Thanks to everyone for all their information. I believe I'll lean towards not trying anything to it other than wanting to preserve it from further damage. I believe one of you mentioned a product to put on that does not take off patina or finish so I may try that. The age mentioned makes sense as this was probably purchased by my great uncles father around the mid 1800's to use on the farm. I would wager that the brass flask came with it as they are reportedly around that age (from what I can research online) and the horn flask was picked up separately. I am still interested in having the lock mechanism professionally restored if anyone can point me in the direction of folks who do that. I live in South East Florida right now but travel to Western North Carolina often. Thanks again so much

Steve
 
A flask very similar, perhaps the same as yours is shown as # 365 on page 291 in Riling's "THE POWDER FLASK BOOK".

Riling is noted as being "the" authority on powder flasks and his book shows thousands of them.

He classified your flask as a "SHELL AND BUSH" flask. Unfortunately he doesn't give any specific information about that particular one.

These SHELL AND BUSH flasks were made both in the U.S.A. and abroad.

Often, the maker will have marked his companies name on the neck or filler. It might be interesting to see if it says something like Hawksley (British) or American Flask & Cap Co on it.
 
Shatfield,
I went to the site you noted and have to say that if his prices were indicative of the market, I would have a very extensive collection for sale.
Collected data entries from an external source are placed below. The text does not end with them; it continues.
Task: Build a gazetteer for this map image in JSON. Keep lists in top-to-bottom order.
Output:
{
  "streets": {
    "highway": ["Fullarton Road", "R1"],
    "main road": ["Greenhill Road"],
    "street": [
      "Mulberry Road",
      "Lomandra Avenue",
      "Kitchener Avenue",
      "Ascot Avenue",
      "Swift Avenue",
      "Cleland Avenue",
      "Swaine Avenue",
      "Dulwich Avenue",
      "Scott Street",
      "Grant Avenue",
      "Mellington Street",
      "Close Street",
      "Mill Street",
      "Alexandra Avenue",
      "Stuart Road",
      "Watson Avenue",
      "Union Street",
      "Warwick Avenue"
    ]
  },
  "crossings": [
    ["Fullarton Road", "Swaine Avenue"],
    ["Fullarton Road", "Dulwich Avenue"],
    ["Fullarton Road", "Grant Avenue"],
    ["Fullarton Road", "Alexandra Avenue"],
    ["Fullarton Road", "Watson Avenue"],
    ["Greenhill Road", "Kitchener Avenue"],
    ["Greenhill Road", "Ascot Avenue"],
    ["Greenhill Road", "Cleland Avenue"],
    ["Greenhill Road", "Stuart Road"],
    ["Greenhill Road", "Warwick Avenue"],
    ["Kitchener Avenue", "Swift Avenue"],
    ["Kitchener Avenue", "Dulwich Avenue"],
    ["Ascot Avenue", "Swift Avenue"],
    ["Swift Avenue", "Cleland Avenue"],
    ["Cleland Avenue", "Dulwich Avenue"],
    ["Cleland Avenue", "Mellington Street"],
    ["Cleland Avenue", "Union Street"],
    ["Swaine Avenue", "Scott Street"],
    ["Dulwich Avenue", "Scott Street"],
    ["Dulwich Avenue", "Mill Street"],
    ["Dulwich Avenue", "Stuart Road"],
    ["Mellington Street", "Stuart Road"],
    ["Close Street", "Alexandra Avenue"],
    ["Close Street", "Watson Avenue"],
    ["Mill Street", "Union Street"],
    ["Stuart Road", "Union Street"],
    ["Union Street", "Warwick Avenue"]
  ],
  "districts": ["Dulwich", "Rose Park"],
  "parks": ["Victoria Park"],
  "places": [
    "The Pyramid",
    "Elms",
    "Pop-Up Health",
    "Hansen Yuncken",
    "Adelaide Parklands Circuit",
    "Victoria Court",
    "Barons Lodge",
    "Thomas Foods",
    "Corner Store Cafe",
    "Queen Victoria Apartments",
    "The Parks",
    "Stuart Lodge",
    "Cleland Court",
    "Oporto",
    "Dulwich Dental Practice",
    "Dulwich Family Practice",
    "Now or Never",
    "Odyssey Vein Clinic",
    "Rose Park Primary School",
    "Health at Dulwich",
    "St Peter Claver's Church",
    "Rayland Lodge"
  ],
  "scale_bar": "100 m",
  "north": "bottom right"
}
To use that site for identification is one thing but "I" feel his evaluations are quite high on most of what he is showing. There is always going to be an exception.
Mark
 
Mornin Papa. Thanks for the info. When I started looking at the items given to me and knowing they came from the family farm in Ohio I didn't think I would hit the jackpot and make it on Antiques Road Show (LOL) cause they were just working class farmers anyway. That site was interesting but I knew it was sort of a retail setting. It does seem like the zinc or whatever it is flask is a relatively common one. Couldn't find a makers mark anywhere on it and I'm not gonna do any cleaning on it. It's a lot of fun investigating this stuff though.